[Question] Why env_change[batch_inds] is not considered during _get_samples(*) in RecurrentRolloutBuffer?
❓ Question
When getting batches from a well-collected RecurrentRolloutBuffer, only episode_starts[batch_inds] will be returned to the sequence data. And this "episode_starts" is important for lstm policy to reset the hidden state during the training. However, I have a question about the behavior here. As the seq_start_indices are decided together by both episode_starts and env_change, why are only episode_starts returned? To be more clear, why the line 240 in common.recurrent.buffers is like "episode_starts=self.pad_and_flatten(self.episode_starts[batch_inds])" instead of "episode_starts=self.pad_and_flatten(self.episode_starts[batch_inds] or env_change[batch_inds])"?
Thank you for the explanation in advance.
Checklist
- [x] I have checked that there is no similar issue in the repo
- [x] I have read the documentation
- [x] If code there is, it is minimal and working
- [ ] If code there is, it is formatted using the markdown code blocks for both code and stack traces.
Hello, thanks for pointing that out. Might be a bug. I need to dig deeper, this code is overly complex even with all the comments 🙈
To refresh my memory, I've created some graphics (I should probably put them in SB3 doc later).
First, we collect n_steps * n_envs transitions and then flatten it to be able to sample from it:
Optionally, we split randomly the flattened sequences to add a bit of randomness when sampling for multiple epochs:
We need to zero-out the hidden state of LSTM whenever a new sequence starts (so episode starts or env change event).
Then we take batch_size transitions and reshape by sequences to be able to pad them:
Note: we use the flattened sequence to compute things like advantage but the last operation will be reverted before the mini-batch is fed to the LSTM (which expects (max length, n_seq, features_dim) as input)
To be more clear, why the line 240 in common.recurrent.buffers is like "episode_starts=self.pad_and_flatten(self.episode_starts[batch_inds])" instead of "episode_starts=self.pad_and_flatten(self.episode_starts[batch_inds] or env_change[batch_inds])"?

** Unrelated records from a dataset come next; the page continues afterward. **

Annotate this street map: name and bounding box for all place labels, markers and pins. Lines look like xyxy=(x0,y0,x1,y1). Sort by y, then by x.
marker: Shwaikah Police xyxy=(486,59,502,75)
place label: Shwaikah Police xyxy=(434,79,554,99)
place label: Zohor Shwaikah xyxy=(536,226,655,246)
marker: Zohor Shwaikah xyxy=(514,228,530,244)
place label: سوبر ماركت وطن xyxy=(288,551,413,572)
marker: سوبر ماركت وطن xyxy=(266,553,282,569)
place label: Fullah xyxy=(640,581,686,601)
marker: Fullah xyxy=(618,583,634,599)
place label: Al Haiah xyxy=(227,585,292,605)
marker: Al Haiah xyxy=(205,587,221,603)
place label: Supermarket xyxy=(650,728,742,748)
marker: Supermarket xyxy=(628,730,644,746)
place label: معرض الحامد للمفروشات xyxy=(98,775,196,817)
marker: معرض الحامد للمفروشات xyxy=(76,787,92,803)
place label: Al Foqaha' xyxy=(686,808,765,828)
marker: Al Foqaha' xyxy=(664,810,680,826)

After looking at it, it should probably be like: https://github.com/Stable-Baselines-Team/stable-baselines3-contrib/blob/00a401db2c0bcfe8410fba2c4df1d001909e59e3/sb3_contrib/common/recurrent/buffers.py#L82
We should also double check the effect of the split on it...
This looks like a feature, not a bug. We will cut multiple sub-sequences, but only a few will be actual episode starts. For those that are actual starts we will later reset the hidden state (on a first sequence step). For those that aren't starts we will use stored hidden states instead of resetting them on the first seq step.

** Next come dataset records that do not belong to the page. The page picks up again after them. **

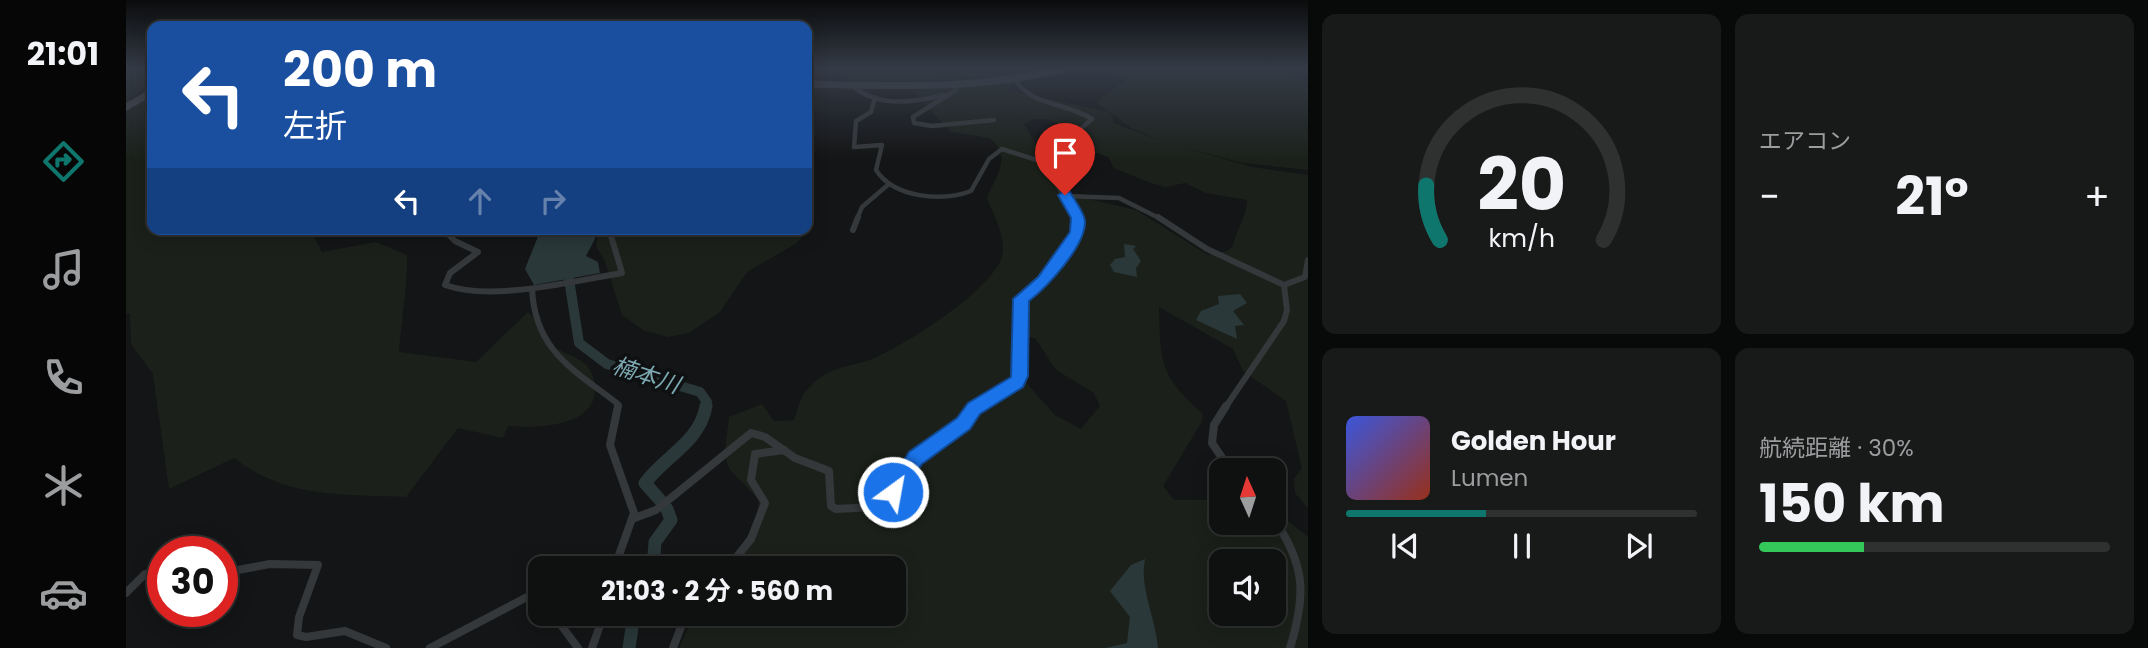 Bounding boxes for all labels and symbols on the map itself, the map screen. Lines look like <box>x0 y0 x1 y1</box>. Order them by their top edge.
pin <box>1035 123 1095 195</box>
water label: 楠本川 <box>608 349 687 402</box>
position arrow <box>856 455 930 529</box>
north arrow <box>1209 458 1286 536</box>
speed limit sign: 30 <box>147 536 238 627</box>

fyi, I created a fix some weeks ago: https://github.com/Stable-Baselines-Team/stable-baselines3-contrib/pull/290
but I didn't have much time to benchmark it (so far, I couldn't see any significant changes), so if someone has time to benchmark (using the no vel envs from the RL Zoo, see SB3 contrib doc), feel free to report the results here =)
We need to zero-out the hidden state of LSTM whenever a new sequence starts (so episode starts or env change event).

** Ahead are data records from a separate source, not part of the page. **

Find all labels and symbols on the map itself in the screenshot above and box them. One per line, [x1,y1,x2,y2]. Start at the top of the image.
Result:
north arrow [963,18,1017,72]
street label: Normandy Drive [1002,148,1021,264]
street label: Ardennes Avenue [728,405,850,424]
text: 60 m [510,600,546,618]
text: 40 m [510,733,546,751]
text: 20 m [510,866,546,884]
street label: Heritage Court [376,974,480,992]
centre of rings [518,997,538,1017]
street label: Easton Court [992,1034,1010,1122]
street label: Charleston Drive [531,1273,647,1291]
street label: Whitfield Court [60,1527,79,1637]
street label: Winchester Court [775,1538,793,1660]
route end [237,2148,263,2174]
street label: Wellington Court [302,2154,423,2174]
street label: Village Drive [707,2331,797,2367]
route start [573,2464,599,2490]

Do we need to reset the hidden state when env change? afaik we are not resetting the env after collecting the rollouts so s0 in episode 3 can be a state in middle of a rollout, right?
on a side note if we are creating a new sequence for every episode start do we even need these lines. can we further optimise these lines, as there won't be any case where episode_starts[1:] is 1, during training.